As described above, in embodiment 4, piezoelectric body 403 includes, in addition to the configuration of piezoelectric body 3 of embodiment 1, the 2 nd drive arm (drive arm 413) and the 2 nd detection arm (detection arm 415). The driving arm 413 and the detection arm 415 extend from the facing portion 409c in the y-axis direction. The sensor element 401 (the 2 nd sensor portion 406B) has a plurality of excitation electrodes 21 (fig. 4) and a plurality of detection electrodes 223 (fig. 7). The plurality of excitation electrodes 21 are disposed on the driving arm 413 so as to excite the driving arm 413 in the x-axis direction. The plurality of detection electrodes 223 are disposed on the detection arm 415 in such a manner as to extract a signal generated by the vibration of the detection arm 415 in the z-axis direction.

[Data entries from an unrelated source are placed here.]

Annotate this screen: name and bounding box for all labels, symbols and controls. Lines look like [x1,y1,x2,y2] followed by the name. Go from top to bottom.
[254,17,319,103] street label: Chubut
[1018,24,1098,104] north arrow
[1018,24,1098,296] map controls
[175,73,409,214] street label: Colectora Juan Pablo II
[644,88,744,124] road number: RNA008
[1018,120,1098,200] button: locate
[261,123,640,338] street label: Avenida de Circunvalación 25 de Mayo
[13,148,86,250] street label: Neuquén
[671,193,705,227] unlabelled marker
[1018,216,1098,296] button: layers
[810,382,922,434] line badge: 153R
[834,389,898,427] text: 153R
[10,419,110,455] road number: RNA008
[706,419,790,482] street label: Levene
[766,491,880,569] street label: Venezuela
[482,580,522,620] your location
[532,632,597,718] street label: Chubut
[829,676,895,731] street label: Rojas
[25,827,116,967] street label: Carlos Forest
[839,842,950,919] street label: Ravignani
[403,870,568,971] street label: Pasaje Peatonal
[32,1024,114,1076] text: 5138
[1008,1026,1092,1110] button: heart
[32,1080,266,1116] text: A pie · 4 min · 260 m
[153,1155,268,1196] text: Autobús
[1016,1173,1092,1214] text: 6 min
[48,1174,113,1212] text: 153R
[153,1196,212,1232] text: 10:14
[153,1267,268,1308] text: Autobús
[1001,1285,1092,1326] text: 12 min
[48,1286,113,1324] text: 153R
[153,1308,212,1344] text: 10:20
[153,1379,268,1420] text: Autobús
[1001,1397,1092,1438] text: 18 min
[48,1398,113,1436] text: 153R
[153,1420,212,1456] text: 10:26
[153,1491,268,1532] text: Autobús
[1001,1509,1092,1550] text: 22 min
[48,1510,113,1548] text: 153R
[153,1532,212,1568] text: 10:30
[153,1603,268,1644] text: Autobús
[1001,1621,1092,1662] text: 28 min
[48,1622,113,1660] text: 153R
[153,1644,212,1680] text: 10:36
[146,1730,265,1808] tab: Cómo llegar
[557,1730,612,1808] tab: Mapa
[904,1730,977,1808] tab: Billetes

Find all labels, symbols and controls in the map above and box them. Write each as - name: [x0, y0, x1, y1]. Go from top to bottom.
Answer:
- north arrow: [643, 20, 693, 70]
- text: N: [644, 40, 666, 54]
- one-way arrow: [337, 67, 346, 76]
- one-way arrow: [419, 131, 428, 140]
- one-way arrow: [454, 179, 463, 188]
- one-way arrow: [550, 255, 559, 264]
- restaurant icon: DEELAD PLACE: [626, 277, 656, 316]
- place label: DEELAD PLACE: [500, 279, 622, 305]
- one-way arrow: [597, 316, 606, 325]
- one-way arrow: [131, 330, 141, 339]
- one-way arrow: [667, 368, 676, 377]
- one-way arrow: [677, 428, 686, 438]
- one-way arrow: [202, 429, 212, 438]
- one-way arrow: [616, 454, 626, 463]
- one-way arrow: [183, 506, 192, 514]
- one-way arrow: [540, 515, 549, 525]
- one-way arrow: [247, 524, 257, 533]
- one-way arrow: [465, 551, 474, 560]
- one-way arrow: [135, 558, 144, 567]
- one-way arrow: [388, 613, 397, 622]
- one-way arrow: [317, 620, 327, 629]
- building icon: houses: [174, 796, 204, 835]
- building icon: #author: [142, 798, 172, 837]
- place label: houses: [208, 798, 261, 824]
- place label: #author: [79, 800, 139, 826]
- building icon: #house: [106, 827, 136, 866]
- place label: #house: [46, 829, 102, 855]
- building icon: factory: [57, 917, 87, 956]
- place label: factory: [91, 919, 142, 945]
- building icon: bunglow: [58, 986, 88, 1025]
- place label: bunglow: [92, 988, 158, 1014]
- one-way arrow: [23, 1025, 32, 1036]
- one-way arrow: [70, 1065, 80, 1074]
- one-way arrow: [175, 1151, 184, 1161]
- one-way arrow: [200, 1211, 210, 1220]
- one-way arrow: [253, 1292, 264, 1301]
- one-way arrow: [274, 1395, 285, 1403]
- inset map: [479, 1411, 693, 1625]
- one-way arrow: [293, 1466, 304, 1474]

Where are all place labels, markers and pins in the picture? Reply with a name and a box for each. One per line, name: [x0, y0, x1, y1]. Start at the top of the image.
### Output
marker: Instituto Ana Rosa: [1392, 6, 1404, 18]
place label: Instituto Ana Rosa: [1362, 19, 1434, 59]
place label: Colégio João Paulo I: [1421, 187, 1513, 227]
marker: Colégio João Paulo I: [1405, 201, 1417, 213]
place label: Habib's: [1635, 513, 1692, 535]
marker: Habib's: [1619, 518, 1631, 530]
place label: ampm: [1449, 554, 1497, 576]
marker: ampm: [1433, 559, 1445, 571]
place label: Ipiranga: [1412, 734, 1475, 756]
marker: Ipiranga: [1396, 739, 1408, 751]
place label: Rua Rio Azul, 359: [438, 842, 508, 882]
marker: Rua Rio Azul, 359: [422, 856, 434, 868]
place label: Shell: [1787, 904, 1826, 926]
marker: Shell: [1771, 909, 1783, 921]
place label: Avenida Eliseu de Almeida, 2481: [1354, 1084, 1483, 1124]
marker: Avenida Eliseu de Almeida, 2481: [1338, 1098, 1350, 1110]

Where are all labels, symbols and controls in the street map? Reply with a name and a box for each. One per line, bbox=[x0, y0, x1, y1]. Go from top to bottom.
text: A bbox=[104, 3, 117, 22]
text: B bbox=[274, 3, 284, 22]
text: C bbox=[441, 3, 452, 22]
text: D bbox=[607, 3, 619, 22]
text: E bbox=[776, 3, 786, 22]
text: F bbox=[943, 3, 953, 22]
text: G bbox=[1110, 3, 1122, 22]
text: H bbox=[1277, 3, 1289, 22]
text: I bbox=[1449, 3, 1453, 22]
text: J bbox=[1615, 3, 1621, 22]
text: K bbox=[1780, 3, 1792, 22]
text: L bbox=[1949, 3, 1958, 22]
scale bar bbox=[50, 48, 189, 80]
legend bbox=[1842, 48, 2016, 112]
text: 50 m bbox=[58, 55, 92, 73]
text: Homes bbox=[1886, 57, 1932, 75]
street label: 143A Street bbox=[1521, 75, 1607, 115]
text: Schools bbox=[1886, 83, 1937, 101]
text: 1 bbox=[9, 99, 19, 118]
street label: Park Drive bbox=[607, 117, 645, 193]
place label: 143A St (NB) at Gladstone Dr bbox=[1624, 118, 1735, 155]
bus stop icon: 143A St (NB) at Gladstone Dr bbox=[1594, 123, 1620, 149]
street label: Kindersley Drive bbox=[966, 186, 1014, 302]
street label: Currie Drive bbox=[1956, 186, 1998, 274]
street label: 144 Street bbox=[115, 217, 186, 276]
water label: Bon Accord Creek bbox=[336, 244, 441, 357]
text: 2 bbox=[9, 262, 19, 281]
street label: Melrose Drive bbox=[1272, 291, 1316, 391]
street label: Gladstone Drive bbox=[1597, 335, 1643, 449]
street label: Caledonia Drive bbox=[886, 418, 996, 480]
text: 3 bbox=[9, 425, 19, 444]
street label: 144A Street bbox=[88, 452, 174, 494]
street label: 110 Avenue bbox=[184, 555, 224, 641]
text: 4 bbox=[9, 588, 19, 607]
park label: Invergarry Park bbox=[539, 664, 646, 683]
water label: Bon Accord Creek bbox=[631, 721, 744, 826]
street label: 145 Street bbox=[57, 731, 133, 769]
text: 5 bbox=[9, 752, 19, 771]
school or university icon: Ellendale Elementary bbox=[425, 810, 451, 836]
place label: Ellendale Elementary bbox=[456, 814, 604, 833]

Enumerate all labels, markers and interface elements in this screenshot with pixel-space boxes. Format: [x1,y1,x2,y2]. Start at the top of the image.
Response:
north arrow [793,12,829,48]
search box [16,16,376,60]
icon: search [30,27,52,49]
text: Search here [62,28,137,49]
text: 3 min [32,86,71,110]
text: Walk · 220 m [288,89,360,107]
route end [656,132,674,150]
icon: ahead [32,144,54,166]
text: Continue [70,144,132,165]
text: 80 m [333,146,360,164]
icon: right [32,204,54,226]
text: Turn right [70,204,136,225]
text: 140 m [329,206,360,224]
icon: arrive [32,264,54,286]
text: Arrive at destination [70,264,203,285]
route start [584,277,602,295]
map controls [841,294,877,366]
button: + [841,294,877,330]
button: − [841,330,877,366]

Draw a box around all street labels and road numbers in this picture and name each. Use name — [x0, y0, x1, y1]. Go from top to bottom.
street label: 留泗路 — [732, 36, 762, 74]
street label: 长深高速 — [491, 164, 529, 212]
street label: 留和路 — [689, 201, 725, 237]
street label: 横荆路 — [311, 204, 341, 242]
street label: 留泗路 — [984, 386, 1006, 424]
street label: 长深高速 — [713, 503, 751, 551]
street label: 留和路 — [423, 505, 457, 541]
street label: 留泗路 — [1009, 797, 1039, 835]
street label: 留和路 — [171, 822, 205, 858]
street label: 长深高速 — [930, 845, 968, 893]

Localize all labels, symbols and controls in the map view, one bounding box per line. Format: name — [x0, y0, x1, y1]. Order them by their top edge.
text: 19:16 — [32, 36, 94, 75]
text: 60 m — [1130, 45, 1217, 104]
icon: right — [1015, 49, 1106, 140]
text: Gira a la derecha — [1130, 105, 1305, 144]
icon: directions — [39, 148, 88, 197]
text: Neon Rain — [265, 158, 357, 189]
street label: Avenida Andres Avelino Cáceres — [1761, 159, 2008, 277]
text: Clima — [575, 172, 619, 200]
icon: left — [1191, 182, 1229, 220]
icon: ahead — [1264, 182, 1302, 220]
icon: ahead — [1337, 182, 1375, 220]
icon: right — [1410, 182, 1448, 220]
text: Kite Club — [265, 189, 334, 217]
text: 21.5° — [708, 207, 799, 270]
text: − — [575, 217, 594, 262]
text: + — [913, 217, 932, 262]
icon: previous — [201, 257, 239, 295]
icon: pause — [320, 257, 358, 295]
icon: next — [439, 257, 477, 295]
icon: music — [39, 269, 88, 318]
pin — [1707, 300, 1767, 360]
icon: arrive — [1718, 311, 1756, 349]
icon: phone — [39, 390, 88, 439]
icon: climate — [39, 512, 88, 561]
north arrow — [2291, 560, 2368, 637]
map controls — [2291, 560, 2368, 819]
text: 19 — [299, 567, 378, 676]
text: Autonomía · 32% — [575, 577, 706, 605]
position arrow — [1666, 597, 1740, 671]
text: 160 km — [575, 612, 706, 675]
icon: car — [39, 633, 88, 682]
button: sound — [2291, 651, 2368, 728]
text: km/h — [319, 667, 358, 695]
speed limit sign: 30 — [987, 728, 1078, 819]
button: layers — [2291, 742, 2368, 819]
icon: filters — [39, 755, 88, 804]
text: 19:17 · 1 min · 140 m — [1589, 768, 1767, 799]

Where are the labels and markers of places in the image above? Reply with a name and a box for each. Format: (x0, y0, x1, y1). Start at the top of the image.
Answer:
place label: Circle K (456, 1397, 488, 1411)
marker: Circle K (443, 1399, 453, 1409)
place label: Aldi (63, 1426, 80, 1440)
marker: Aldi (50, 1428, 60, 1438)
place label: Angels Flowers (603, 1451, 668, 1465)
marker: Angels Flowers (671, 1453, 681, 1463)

Therefore, for example, a multi-axis angular velocity sensor can be realized by one piezoelectric body 403. For example, in the configuration in which the driving arm 413 and the detection arm 415 extend into the opening 409a of the frame 409, the length of the side portion 409d of the frame 409 can be increased by a length corresponding to the length of the driving arm 413 and the detection arm 415. The side portion 409d is increased, and the base portion 409b is easily bent, for example, so that the detection sensitivity of the 1 st sensor portion 406A is improved. Therefore, for example, compared to a case where two sensor elements for 1 axis are mounted to constitute a multi-axis angular velocity sensor, the arrangement space of the sensor elements 401 in the mounting base 55 can be made equal, and the detection sensitivity can be improved.

[ modification of shape of piezoelectric Material ]

A modification of the shape of the piezoelectric body will be described with reference to fig. 11 to 12 (d). The modifications exemplified below can be applied to any of embodiments 1 to 4. Note that the concept according to the modification from the embodiment to the modification can be applied to embodiment 5 described later.

(modification 1)

Fig. 11 is a plan view showing a main part of a sensor element (piezoelectric body 503) according to modification 1.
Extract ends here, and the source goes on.